By Geeta Pandey
BBC News, Delhi
The Indian government has announced a ban on children working as domestic servants or in roadside food stalls.
Current child legislation is not effective
The order, which applies to children under 14, will come into effect in October, officials say.
It also bans children from teashops, restaurants, hotels, motels, resorts, spas or other recreational centres.
There are estimated to be more than 12.6 million child workers in India, many of whom work as domestic helps or in small roadside restaurants.
A senior official in the Labour Ministry, SK Srivastava, told the BBC that "the Technical Advisory Committee on Child Labour regularly surveys the risk factors involved in any industry and depending on our findings we have taken this decision".

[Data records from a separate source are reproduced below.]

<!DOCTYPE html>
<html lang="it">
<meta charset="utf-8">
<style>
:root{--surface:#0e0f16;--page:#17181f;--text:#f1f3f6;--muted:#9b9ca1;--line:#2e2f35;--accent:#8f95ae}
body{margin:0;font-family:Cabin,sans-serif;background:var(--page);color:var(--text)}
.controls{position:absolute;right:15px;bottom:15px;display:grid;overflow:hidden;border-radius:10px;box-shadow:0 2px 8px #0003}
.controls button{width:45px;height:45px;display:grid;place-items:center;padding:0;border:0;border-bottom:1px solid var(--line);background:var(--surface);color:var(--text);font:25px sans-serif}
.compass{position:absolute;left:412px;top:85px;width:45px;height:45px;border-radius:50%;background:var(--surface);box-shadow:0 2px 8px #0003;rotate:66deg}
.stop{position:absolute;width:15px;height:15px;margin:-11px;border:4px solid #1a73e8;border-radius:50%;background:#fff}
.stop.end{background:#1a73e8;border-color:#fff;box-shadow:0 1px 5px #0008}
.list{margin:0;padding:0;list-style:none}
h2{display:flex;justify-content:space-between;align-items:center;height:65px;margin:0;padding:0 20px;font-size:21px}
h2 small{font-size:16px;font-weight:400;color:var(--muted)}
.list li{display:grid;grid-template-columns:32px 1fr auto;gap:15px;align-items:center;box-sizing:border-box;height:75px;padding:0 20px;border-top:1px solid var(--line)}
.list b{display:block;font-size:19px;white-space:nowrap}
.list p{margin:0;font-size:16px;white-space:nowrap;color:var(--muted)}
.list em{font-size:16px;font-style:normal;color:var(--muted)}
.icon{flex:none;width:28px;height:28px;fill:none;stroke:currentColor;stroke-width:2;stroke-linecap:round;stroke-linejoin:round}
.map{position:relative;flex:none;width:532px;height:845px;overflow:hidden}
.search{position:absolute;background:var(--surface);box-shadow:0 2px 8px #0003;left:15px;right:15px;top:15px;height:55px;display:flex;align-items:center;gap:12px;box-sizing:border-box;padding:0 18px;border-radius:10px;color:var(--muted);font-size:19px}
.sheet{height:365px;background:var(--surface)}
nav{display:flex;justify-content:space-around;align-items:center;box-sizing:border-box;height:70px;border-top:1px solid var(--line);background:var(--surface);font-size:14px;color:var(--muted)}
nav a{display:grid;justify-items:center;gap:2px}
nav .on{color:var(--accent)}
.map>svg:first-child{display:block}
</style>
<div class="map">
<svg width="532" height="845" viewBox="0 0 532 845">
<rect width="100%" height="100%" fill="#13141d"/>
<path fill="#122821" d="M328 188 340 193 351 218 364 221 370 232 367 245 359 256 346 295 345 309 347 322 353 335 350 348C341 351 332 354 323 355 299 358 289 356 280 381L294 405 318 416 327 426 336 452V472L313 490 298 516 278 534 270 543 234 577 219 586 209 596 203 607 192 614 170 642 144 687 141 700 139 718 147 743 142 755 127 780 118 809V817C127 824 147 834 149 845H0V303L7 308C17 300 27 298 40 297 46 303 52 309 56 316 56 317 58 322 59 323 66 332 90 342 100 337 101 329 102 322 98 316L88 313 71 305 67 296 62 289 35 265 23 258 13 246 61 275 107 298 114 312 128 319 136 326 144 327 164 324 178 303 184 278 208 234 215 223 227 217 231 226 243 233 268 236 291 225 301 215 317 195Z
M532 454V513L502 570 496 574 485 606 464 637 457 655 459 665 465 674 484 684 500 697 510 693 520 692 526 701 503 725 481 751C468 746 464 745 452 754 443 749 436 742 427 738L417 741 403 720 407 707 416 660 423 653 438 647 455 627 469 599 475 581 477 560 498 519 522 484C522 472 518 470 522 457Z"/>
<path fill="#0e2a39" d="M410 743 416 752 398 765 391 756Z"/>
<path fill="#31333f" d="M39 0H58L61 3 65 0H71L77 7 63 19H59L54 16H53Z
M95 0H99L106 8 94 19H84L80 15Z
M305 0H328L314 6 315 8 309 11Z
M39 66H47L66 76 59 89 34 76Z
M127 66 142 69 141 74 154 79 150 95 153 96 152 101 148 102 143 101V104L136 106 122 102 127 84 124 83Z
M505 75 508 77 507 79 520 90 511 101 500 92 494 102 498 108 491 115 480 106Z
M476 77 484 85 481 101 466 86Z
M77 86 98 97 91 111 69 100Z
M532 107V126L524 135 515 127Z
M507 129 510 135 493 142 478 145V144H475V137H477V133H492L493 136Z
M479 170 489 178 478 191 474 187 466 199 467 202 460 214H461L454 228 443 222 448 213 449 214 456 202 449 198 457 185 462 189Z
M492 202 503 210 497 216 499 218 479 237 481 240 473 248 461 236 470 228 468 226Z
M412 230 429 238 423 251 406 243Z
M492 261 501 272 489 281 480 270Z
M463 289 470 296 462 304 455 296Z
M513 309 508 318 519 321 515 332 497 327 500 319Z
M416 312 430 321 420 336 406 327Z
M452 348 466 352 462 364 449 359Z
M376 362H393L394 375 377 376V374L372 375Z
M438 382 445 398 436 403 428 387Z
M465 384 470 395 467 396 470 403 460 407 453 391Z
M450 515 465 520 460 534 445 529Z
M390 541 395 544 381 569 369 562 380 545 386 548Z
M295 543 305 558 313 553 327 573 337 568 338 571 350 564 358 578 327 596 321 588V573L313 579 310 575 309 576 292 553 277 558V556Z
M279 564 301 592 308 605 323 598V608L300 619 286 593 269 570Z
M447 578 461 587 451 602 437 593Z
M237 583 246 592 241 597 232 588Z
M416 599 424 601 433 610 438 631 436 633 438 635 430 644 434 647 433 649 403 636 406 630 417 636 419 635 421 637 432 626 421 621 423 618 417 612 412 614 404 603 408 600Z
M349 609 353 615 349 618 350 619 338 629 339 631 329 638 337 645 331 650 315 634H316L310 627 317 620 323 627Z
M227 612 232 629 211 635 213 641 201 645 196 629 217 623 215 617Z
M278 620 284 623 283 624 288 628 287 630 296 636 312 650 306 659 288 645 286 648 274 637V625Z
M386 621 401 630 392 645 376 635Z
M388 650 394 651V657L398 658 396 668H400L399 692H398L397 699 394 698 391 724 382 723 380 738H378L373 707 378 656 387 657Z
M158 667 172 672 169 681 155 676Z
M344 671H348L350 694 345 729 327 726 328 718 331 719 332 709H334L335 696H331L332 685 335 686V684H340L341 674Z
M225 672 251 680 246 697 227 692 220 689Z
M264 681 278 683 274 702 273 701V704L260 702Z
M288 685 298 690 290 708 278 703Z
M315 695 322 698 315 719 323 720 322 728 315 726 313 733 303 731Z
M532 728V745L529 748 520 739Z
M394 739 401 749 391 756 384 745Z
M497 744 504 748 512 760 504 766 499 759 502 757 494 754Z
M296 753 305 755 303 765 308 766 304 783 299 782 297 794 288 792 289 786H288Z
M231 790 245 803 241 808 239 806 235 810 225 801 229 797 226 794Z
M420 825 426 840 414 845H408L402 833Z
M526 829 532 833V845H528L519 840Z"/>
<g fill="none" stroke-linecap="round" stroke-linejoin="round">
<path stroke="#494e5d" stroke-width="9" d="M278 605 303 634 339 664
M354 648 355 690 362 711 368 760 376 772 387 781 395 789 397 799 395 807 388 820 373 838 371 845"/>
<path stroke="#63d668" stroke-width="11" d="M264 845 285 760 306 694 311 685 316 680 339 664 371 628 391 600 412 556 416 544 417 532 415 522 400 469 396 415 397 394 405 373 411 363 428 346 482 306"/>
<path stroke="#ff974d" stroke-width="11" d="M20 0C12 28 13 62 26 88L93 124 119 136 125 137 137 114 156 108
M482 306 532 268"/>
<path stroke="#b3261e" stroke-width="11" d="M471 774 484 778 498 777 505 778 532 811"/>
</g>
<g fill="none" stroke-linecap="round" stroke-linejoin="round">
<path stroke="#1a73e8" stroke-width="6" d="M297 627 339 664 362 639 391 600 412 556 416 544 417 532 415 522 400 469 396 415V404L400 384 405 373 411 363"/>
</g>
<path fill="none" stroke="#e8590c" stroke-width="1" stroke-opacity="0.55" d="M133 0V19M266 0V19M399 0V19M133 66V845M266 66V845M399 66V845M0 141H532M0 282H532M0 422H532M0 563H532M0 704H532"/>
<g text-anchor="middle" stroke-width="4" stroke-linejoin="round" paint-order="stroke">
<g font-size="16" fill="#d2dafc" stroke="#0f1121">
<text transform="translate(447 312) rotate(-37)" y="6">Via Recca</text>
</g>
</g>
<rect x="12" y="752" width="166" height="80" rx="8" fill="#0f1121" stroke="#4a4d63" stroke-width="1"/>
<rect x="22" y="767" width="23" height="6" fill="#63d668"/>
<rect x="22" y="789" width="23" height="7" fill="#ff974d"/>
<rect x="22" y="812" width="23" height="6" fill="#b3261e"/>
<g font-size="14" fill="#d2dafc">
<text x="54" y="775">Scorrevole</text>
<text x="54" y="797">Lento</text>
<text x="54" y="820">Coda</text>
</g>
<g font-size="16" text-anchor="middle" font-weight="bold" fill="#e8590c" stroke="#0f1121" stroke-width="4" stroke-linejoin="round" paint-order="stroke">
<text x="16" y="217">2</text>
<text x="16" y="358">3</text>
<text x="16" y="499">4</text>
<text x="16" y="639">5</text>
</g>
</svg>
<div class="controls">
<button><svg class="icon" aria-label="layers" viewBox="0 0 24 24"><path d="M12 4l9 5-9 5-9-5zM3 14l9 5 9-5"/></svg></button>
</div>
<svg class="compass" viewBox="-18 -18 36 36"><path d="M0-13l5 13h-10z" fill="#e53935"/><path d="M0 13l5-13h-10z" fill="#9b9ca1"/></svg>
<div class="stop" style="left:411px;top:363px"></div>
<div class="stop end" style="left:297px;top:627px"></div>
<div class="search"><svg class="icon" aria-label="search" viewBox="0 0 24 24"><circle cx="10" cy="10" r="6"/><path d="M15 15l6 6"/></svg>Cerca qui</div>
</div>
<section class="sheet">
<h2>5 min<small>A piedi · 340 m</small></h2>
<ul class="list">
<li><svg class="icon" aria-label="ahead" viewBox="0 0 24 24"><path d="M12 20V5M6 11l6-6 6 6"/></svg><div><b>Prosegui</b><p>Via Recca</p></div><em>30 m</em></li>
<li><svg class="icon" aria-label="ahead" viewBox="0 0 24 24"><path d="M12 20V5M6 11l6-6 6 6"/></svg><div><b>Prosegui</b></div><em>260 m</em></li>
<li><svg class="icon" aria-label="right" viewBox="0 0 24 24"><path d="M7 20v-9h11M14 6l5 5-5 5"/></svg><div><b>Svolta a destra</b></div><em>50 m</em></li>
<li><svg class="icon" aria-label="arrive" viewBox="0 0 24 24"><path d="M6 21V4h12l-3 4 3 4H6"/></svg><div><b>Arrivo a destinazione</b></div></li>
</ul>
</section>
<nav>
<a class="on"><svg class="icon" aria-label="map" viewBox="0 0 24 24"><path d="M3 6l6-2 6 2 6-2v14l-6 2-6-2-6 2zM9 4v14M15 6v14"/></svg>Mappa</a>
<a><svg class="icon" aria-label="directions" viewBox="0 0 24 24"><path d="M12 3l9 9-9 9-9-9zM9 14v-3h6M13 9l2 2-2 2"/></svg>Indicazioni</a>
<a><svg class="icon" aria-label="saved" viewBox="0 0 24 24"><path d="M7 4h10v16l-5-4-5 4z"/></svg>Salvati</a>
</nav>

The committee, while recommending the ban, warned that children under 14 were vulnerable to physical, mental and even sexual abuse.
Mr Srivastava said that anyone found violating the ban would be penalised under the Child Labour Prohibition and Regulation Act of 1986. Punishment range from a fine to imprisonment.
India has laws in place to protect children and bans the use of young workers in hazardous industries, but they remain ineffective in many areas.
Thousands of children continue to work in firecracker and matchstick factories or are involved in carpet weaving, embroidery or stitching footballs.
Many parents say crippling poverty forces them to send their children, sometimes as young as five or six, to work in other people's homes or in factories.
Most of these children are made to work in unhealthy conditions for long hours and paid poorly.